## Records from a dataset
........

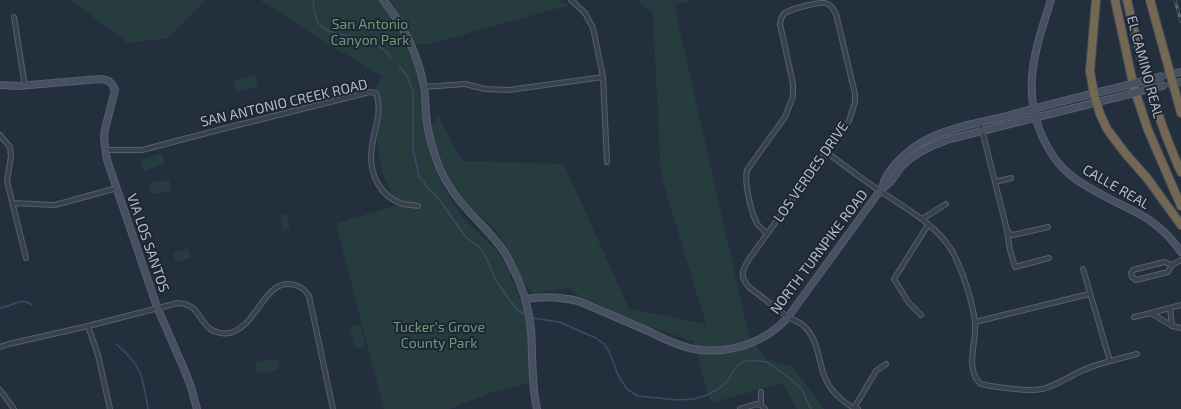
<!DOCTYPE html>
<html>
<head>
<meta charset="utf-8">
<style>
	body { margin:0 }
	canvas { display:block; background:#242f3e }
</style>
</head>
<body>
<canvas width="1181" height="409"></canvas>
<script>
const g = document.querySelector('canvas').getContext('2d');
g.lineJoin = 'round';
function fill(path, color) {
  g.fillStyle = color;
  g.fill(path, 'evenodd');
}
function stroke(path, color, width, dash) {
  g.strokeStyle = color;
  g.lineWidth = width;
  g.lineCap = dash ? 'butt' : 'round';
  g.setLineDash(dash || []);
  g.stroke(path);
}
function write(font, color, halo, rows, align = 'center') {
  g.font = font + ' "Exo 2",sans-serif';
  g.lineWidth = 4;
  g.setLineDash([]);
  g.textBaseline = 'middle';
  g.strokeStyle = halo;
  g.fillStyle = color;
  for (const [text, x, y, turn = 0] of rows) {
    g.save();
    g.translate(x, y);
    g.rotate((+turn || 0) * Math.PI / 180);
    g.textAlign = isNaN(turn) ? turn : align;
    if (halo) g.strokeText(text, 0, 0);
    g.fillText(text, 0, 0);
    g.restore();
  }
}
const green = new Path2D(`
	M71 0H207L168 38 128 43Z
	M260 0H557L569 5 429 44H414C416 50 420 59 420 65 420 70 417 74 418 79 422 117 424 154 444 188 451 201 460 215 470 225 482 237 514 262 510 280H512L527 315 530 383 490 393 449 409H384L336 224 397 205 382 172 378 148 374 93 382 76 321 40Z
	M638 0H694L674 5 749 336 767 360 792 366 824 409H797L783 383 711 403 693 341 601 311 568 288 533 293 527 287 496 230 454 193 428 129 438 116 462 161 564 164 629 309 706 324 661 175 653 14Z
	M255 75 258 86 236 92 233 81Z
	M162 153 165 164 144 171 140 160Z
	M169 180 171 191 150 194 148 183Z
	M287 214 290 228 283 229 280 216Z
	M188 249 191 258 176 262 173 253Z
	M358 325 361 326 365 344 363 347 357 348 354 346 350 330 352 327Z
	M276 359 278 361 279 368 277 370 259 373 257 372 255 365 257 362Z`);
const stream = new Path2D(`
	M313 0C314 8 314 17 319 24 329 36 358 36 372 42 380 46 386 51 391 58
	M399 66 407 76 413 91V149L419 176 429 189 436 195 465 236 479 247 485 255 495 279 511 302 519 311 527 315
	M0 308C12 307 21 296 32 305
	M532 318 559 322 596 338 604 344 609 351 618 375 627 389 638 396 678 400 694 399 707 395 718 389 727 382 735 368 742 362 751 360 767 362 791 379 802 390 811 409
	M116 344C142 365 143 377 148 409`);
const street = new Path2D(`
	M571 0 585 13 593 28 603 77 607 162
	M14 17 25 86
	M424 87 465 84 485 89 509 90 603 77
	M980 122 1007 230 1009 233 1013 235 1048 227
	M0 135 10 147 11 156 7 181 26 258
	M106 150H142L226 128 370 92 376 93 377 96C382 115 374 128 372 147 368 170 378 196 403 204 407 205 413 205 418 206
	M826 152C844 165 862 179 880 191 905 208 936 224 952 251 962 269 973 302 975 323 977 341 964 370 981 384 995 387 1029 392 1042 389 1056 386 1068 377 1081 371 1099 363 1118 359 1137 354
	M995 182 1011 178
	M13 203 55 205 117 188
	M922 219 946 204
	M1007 231 1010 250 1015 267 1049 258
	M767 234C764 231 761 228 758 225 751 214 744 182 747 170L785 117 793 97V84L780 24C781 20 781 16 785 13 792 9 821 0 828 4 832 6 834 10 836 14L855 94V102L849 121 749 259C742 271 739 276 749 287 762 297 775 308 788 317 794 321 801 322 806 328 825 349 814 376 840 398 845 403 851 407 858 409
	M1172 265 1164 262 1133 270 1131 273 1132 277 1136 280 1168 272 1172 265 1181 260
	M1083 269 1110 361
	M1170 308 1172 326
	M1151 313 1181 305
	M921 315 909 303 894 279 928 225
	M1134 317 1151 313 1172 326 1181 328
	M975 322 1089 294
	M88 326 178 303C198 305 196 315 207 326 213 333 225 335 233 332 252 324 259 302 273 290 285 280 301 283 309 296L333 409
	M0 347 9 344 88 326 98 355 110 409
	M0 390 14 409
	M761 392V405L765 409
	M854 408 876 371 886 364
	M740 409 757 404 761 405`);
const secondary = new Path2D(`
	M383 0C404 26 418 54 424 87 426 101 425 115 428 129 430 141 434 153 438 164 446 186 462 205 478 221 490 234 503 247 511 264 522 285 529 307 531 330 533 357 531 383 537 409
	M1051 0C1036 47 1021 88 1042 136 1048 149 1056 163 1068 173 1079 183 1093 190 1106 197 1119 204 1140 213 1152 222 1163 230 1173 240 1181 252
	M1167 75 1181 72
	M1171 84 1181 82
	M0 85 18 86 100 79C109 80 112 82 115 90L105 129 104 139 107 160 157 307 184 369 191 387 197 409
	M882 188C892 184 896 172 903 165 916 152 933 145 950 139L1118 97
	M526 299C544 296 560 297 578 301 602 311 625 321 648 331 663 338 678 346 694 349 728 355 766 343 788 317L882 188C886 169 908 150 924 141 948 128 977 123 1003 117 1040 107 1078 97 1116 88`);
const highway = new Path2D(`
	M1096 0 1090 71 1094 94 1100 114 1107 129 1125 153 1147 178 1181 225
	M1115 0 1134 88 1148 130 1181 206
	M1127 0C1140 59 1156 117 1181 172
	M1150 0 1181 113`);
const rail = new Path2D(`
	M1175 0 1181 21`);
const secondaryBridge = new Path2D(`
	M1116 88 1163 76
	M1118 97 1165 85`);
const parkNames = [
	["San Antonio",370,24],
	["Canyon Park",370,40],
	["Tucker's Grove",439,327],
	["County Park",439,343]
];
const streetNames = [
	["EL CAMINO REAL",1145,67,75],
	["SAN ANTONIO CREEK ROAD",284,103,-13],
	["LOS VERDES DRIVE",811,172,-55],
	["CALLE REAL",1116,187,30],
	["VIA LOS SANTOS",148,243,71],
	["NORTH TURNPIKE ROAD",819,252,-53]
];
fill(green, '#263c3f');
stroke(stream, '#394c67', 1.5);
stroke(street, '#565f6c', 6);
stroke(secondary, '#565f6c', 8);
stroke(highway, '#434c59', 10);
stroke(street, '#38414e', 4);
stroke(secondary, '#465061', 6);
stroke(highway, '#746855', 8);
stroke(rail, '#5a6575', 3);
stroke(rail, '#1d2633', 1.5, [4.5]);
stroke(secondaryBridge, '#565f6c', 8, []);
stroke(secondaryBridge, '#465061', 6);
write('14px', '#6b9a76', '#1d2633', parkNames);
write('14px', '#b4bcc9', '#1d2633', streetNames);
</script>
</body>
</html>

........

## Problem to solve
Go over the data and return every line that includes the word "align".

## Result of the exercise
function write(font, color, halo, rows, align = 'center') {
    g.textAlign = isNaN(turn) ? turn : align;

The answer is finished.